The SeaDataNet infrastructure comprises a network of 40 interconnected data centres and a central SeaDataNet portal. This provides users a unified and transparent overview of the metadata and controlled access to the large collections of data sets, that are managed at these data centres.

As a basis for the SeaDataNet services, common standards have been defined for metadata and data formats, common vocabularies, quality flags, and quality control methods, based on international standards, such as ISO 19115 and best practices from IOC and ICES.

For data transport SeaDataNet adopted NetCDF (CF) and ODV.

3.2  ODV

ODV is an ASCII format to handle profile, time series and trajectory data. ODV has been initially developed for WOCE, and is now further developed by AWI, which is a partner both within SeaDataNet and Geo-Seas. ODV was extensively used within SeaDataNet where its basic format was further extended.

The data format follows that of a spreadsheet — a collection of rows (comment, column header and data) with each data row having the same fixed number of columns.

One of ODV most important feature is that it allows for a semantic header where parameters are listed that maps to a vocabulary concept in order to avoid misspelling or misinterpretation.

Further specifications for ODV can be found at this web address:

http://www.seadatanet.org/standards_software/software/odv

3.3  NetCDF

NetCDF is a set of data formats, programming interfaces, and software libraries that help read and write scientific data files. NetCDF was developed and is maintained at Unidata, that is part of the University Corporation for Atmospheric Research (UCAR) Office of Programs (UOP). Unidata is funded primarily by the US National Science Foundation. Unidata provides data and software tools for use in geoscience education and research.

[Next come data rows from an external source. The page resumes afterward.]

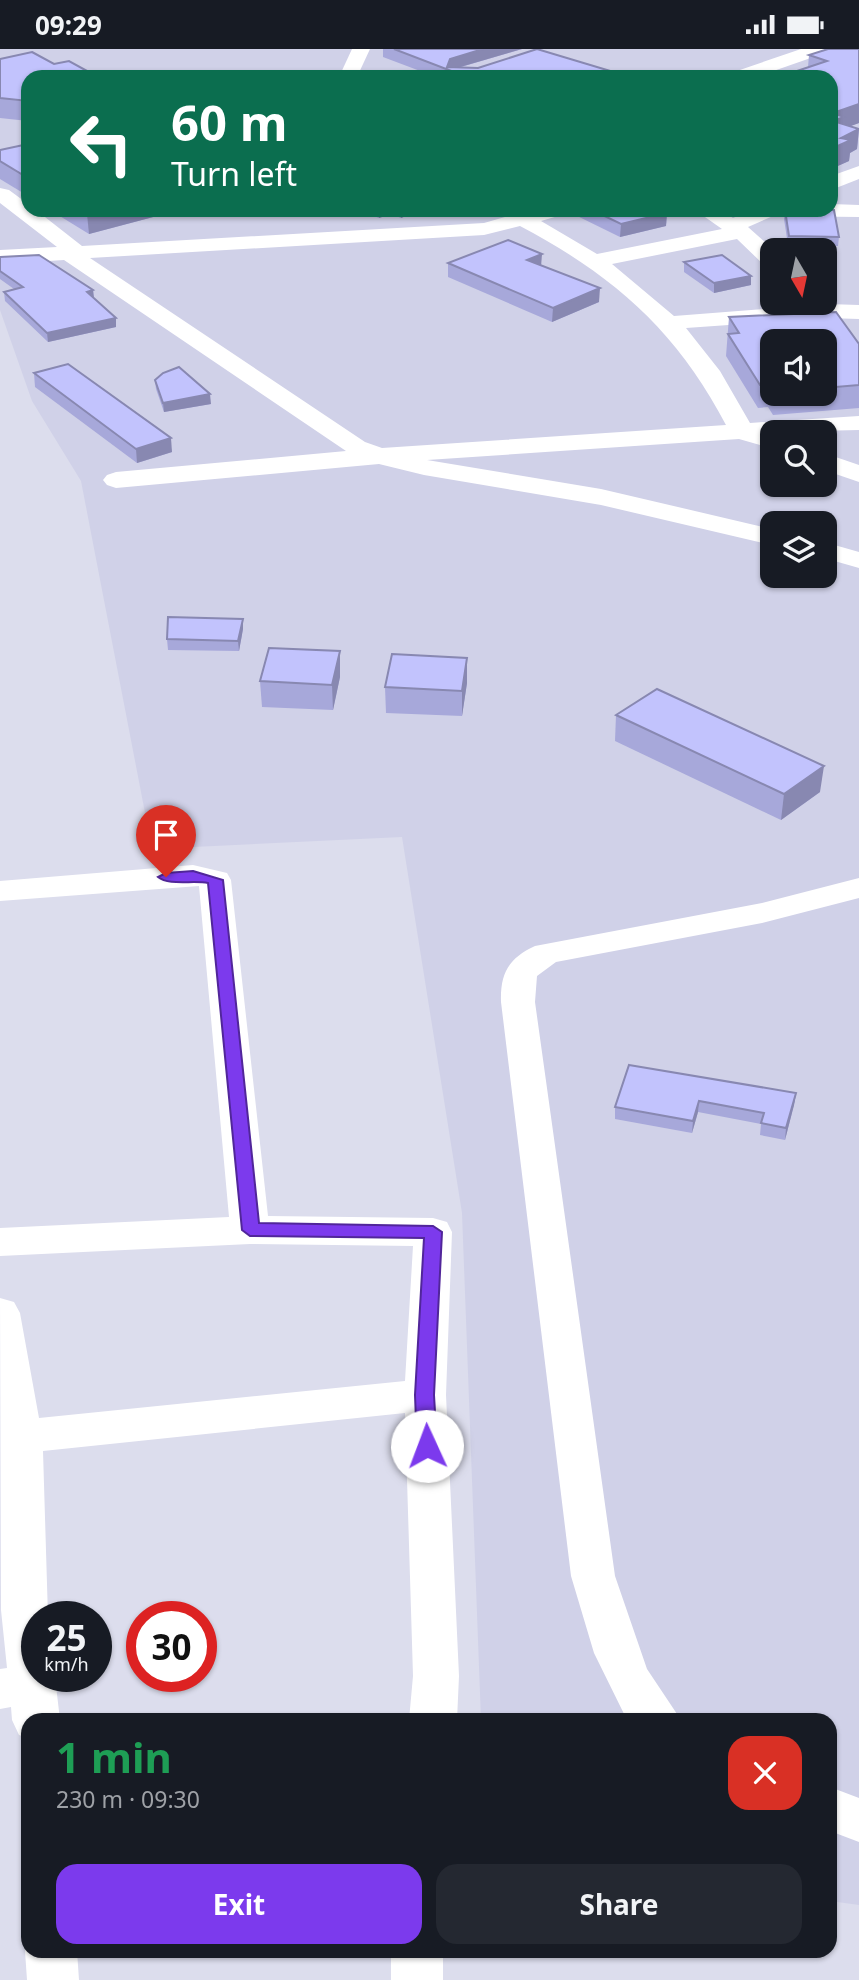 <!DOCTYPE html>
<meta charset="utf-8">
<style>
:root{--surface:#171b24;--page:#242831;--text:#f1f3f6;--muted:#9ea1a6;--accent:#7c3aed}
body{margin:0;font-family:"Noto Sans",sans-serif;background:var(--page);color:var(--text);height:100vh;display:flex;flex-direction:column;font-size:26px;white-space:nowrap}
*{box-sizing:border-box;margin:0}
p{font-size:23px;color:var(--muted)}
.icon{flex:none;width:38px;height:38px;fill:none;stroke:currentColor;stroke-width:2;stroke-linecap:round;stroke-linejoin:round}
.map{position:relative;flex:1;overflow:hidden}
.side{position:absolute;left:21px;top:1664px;width:816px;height:245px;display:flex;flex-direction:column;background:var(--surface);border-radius:21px;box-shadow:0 2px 5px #0004}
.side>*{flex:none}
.hud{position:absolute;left:21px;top:21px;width:817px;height:147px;border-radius:21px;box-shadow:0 2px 5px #0004;background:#0b6e4f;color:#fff;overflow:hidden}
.needle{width:46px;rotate:171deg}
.controls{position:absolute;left:760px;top:189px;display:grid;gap:14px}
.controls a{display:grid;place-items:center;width:77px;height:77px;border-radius:14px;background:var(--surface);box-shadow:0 2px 5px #0004;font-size:35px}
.speed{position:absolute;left:21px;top:1552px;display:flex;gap:14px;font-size:35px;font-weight:700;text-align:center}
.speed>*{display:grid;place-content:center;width:91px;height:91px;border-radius:50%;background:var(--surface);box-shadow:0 2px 5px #0004;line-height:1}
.speed small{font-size:18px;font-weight:400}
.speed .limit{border:10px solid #d22;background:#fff;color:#111}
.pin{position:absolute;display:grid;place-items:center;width:60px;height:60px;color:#fff;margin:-72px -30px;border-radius:50% 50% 50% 0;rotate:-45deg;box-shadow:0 0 7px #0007}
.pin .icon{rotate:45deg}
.me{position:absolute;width:77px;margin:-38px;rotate:358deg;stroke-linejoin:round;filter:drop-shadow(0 0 5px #0008)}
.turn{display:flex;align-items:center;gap:24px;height:147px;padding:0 35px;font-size:32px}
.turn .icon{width:91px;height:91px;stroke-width:2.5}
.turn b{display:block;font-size:49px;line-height:60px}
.round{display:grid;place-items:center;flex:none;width:74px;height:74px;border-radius:21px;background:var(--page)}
.summary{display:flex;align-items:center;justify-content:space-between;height:119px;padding:0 35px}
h1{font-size:42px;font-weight:700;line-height:52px;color:#1e9e55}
.cta{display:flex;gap:14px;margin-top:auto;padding:14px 35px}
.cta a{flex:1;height:80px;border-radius:21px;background:var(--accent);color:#fff;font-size:28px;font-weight:700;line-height:80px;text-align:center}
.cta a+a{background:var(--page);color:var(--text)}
.status{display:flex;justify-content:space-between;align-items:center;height:49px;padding:0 35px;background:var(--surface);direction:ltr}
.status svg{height:19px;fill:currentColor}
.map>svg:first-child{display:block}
.built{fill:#d0d1e8;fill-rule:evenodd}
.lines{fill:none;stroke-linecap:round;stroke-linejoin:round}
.street{fill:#fff;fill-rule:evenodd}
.wall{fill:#a7a8da;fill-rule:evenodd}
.shaded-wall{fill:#8888b1}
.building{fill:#c2c3fd;stroke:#8888b1;stroke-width:2}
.route{fill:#7c3aed;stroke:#51269a;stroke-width:2}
</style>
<div class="status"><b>09:29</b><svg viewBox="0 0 49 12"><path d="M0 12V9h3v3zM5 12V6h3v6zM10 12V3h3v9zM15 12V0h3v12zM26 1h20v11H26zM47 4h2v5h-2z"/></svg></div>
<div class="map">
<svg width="859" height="1931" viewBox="0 0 859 1931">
<rect width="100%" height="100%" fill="#dcdded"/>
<path class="built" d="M0,0H859V1856L830,1852V1671H481L462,1164L402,788L152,800L81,432L32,352L0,261ZM28,28H831V161H28ZM772,201H824V254H772ZM772,292H824V345H772ZM772,383H824V436H772ZM772,474H824V527H772Z"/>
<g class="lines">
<g class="street">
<path d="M352,0H370L357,28H339Z"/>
<path d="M801,0H828L825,4L756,28H729L731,24Z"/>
<path d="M859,117V130L831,141V127Z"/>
<path d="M0,139L9,141L28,155V161H36L82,197L484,174L505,168L509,161H568L565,165L541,172L597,205L722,180L695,161H720L733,169L752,161H831V155L859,156V168L773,167L748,178L774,201L772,217L764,216L737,190L612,215L674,267L827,255L859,256V270L827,269L686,279L720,322L750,374L859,367V381L772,383L769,394L760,396L739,390L427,411L601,440L772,480V496L601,456L424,426L379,415L116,439L107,436L103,431L107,426L116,423L346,402L64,211L0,215V201L57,198L0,154ZM520,177C613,226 677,282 726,376L382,399L365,393L90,209L484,186Z"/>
<path d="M824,404L859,416V433L824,421Z"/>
<path d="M824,493L859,503V519L824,509Z"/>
<path d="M193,816L227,824L231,831L268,1167L433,1169L447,1173L452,1183L446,1346L459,1627L457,1671H409L413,1627L405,1364L43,1402L48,1568H37V1628H55L60,1671H28V1689L19,1686L12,1671L11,1658L0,1660V1620L7,1619L1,1561L0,1249L14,1253L20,1264L39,1369L405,1332L413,1197L250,1195L0,1207V1179L229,1168L199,837L0,852V832Z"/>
<path d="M859,829V849L762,874L556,913L537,927L535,953L615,1527L647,1620L681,1671H627L594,1604L571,1527L501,953C500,924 509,909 535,897L762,854Z"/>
<path d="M830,1738L859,1749V1793L830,1782Z"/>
<path d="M28,1896V1902H77L79,1931H27L25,1902Z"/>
<rect x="391" y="1902" width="52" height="29"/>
</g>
</g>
<g class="wall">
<path d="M383,0H522L461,18L627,28H436L383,8Z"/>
<path d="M859,0V74L850,77L859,80L857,100L850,104L849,112L831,120V28L808,18L809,6Z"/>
<path d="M0,10L28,28V72L0,69Z"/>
<path d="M28,95V147L0,130V101Z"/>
<path d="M50,161H156L157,167L89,185Z"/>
<path d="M359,161H421L401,169L391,165L379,169Z"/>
<path d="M570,161H662L667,164L666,177L620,188L569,163Z"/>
<path d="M785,161L839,188L838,197L788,196L784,170Z"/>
<path d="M0,208L93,241L94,249L116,269V278L48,293L5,252L4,243L14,240L0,230Z"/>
<path d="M684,213L751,236L714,244L684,223Z"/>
<path d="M448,214L541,216L599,253L552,273L448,228Z"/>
<path d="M729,268L859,295V359L773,366L768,358L758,359L726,307ZM772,292H824V345H772Z"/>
<path d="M34,324L172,403L137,414L35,338Z"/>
<path d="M155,331L211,355L164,363L156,340Z"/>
<path d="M243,570V580L239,602L168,601L167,590Z"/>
<path d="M467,609V634L462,667L386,664L385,638Z"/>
<path d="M340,628L333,661L262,658L260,632Z"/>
<path d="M616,666L820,743L781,771L615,692Z"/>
<path d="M796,1044L794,1056L785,1091L760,1086L761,1075L698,1063L692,1084L615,1070V1058Z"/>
</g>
<g class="shaded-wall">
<path d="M483,0H522L450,21L447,18L450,10Z"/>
<path d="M859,55V74L843,80L831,92L833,64Z"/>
<path d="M859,80L857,100L850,104L849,112L831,120V100L841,89Z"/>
<path d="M105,161H156L157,167L89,185L87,165Z"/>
<path d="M379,161H391V165L379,169Z"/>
<path d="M401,161H421L401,169Z"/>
<path d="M667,164L666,177L620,188L621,175Z"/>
<path d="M542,205L541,218L527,211Z"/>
<path d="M751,227V236L714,244V234Z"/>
<path d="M600,239L599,253L552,273L553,259Z"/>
<path d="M93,241L94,250L87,243Z"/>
<path d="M116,269V278L48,293L47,284Z"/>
<path d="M210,345L211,355L164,363L163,354Z"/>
<path d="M171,389L172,403L137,414L136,400Z"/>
<path d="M243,570V580L239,602L238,592Z"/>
<path d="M340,602V628L333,661L332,636Z"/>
<path d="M467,609V634L462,667V642Z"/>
<path d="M824,717L820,743L781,771L784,745Z"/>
<path d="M796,1044L794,1056L785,1091L786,1079Z"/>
<path d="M699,1052L698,1063L692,1084L693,1072Z"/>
</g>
<g class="building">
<path d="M394,0H483L450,10L447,18L478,19L537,0L627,27L467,28Z"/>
<path d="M828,0H859V55L833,64L844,68L833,72L859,80L841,89L851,91L831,100V28H779L827,12L809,6Z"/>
<path d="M32,3L54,15L69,12L98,28H28V52L0,49V10Z"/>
<path d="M28,95V129L0,112V101Z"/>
<path d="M80,161H105L87,165Z"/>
<path d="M592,161H662L667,164L621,175Z"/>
<path d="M785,161H834L839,188L789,187Z"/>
<path d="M508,191L542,205L527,211L600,239L553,259L448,214Z"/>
<path d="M39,206L93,241L87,243L116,269L47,284L4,243L23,238L0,222V208Z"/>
<path d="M722,206L751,227L714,234L684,213Z"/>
<path d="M836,263L859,295V336L824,339V292H772V337L771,335L760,336L728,285L739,284L729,268Z"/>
<path d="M68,315L171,389L136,400L34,324Z"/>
<path d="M179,318L210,345L163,354L155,331L163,324Z"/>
<path d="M168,568L243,570L238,592L167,590Z"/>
<path d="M269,599L340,602L332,636L260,632Z"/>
<path d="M392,605L467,609L462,642L385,638Z"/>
<path d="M657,640L824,717L784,745L616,666Z"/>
<path d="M629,1016L796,1044L786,1079L761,1074L764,1064L699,1052L693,1072L615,1058Z"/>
</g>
<path class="route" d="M193,822L223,831L259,1174L433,1177L442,1183L434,1346L437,1397L434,1403H420L417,1397L415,1346L424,1189L250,1187L242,1181L208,834C193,831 169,837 158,828L166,824Z"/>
</svg>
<div class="controls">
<a><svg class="needle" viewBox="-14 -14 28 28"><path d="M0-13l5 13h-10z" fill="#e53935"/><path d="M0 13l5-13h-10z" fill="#9ea1a6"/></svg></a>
<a><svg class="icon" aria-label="sound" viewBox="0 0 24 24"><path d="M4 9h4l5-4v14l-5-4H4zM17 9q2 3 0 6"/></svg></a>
<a><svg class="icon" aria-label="search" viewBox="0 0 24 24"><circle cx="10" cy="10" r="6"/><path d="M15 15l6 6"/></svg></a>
<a><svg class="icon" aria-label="layers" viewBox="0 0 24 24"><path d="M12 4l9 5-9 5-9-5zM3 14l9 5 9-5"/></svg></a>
</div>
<div class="speed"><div>25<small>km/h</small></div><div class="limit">30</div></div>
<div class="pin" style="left:166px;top:828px;background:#d93025"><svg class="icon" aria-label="arrive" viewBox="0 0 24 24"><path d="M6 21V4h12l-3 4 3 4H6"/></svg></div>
<svg class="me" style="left:427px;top:1397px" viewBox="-20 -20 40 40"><circle r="19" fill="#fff"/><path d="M0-13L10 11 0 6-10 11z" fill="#7c3aed"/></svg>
<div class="hud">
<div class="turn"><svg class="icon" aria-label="left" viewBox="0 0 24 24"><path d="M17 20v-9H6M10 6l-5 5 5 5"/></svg><div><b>60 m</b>Turn left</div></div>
</div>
<section class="side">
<div class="summary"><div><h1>1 min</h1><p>230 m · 09:30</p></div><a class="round" style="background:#d93025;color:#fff"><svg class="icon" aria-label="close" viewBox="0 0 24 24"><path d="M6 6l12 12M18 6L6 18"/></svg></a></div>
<div class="cta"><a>Exit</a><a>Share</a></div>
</section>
</div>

NetCDF files are self documenting. That is, they include the units of each variable and notes about what it means and how it was collected

Like most binary formats, the structure of a netCDF file consists of header information, followed by the raw data itself. The header information includes information about how many data values have been stored, what sorts of values they are, and where within the file the header ends. NetCDF fits specifically to store multidimensional data arrays.


4  Data transport for Geophysical data

4.1  Introduction

As from the Utrecht and Bruxelles meeting it was decided to handle the following set of geophysical data:

·  Gravimetry (tracking)

·  Gravimetry (gridded)

·  Magnetic (tracking)

·  Magnetic (gridded)

·  Bathymetry (tracking)

·  Bathymetry (gridded+swath)

·  Heat flow

·  Seismics (scanned images)

·  Seismics (digital data)

·  Seismics (navigation)

·  Side scan sonar

With the addition of two data types that do not strictly pertain to Geophysics only

·  Images

·  Maps (considered data product)

In the view of easing data access by the end users, Geoseas adopt as a fundamental criterion that of minimizing as much as possible the number of standards to be use within the project.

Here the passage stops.